**Brief**
Quote all of the data below exactly, please.

┌──

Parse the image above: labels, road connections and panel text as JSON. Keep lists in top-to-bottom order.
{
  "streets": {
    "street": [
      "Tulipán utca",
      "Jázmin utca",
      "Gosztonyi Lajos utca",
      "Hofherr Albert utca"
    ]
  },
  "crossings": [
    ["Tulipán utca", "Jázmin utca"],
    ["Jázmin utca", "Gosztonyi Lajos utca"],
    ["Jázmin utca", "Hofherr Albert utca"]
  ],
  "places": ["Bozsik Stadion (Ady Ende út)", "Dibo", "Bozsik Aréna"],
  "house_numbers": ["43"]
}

└──

**Output**
Parse the image above: labels, road connections and panel text as JSON. Keep lists in top-to-bottom order.
{
  "streets": {
    "street": [
      "Tulipán utca",
      "Jázmin utca",
      "Gosztonyi Lajos utca",
      "Hofherr Albert utca"
    ]
  },
  "crossings": [
    ["Tulipán utca", "Jázmin utca"],
    ["Jázmin utca", "Gosztonyi Lajos utca"],
    ["Jázmin utca", "Hofherr Albert utca"]
  ],
  "places": ["Bozsik Stadion (Ady Ende út)", "Dibo", "Bozsik Aréna"],
  "house_numbers": ["43"]
}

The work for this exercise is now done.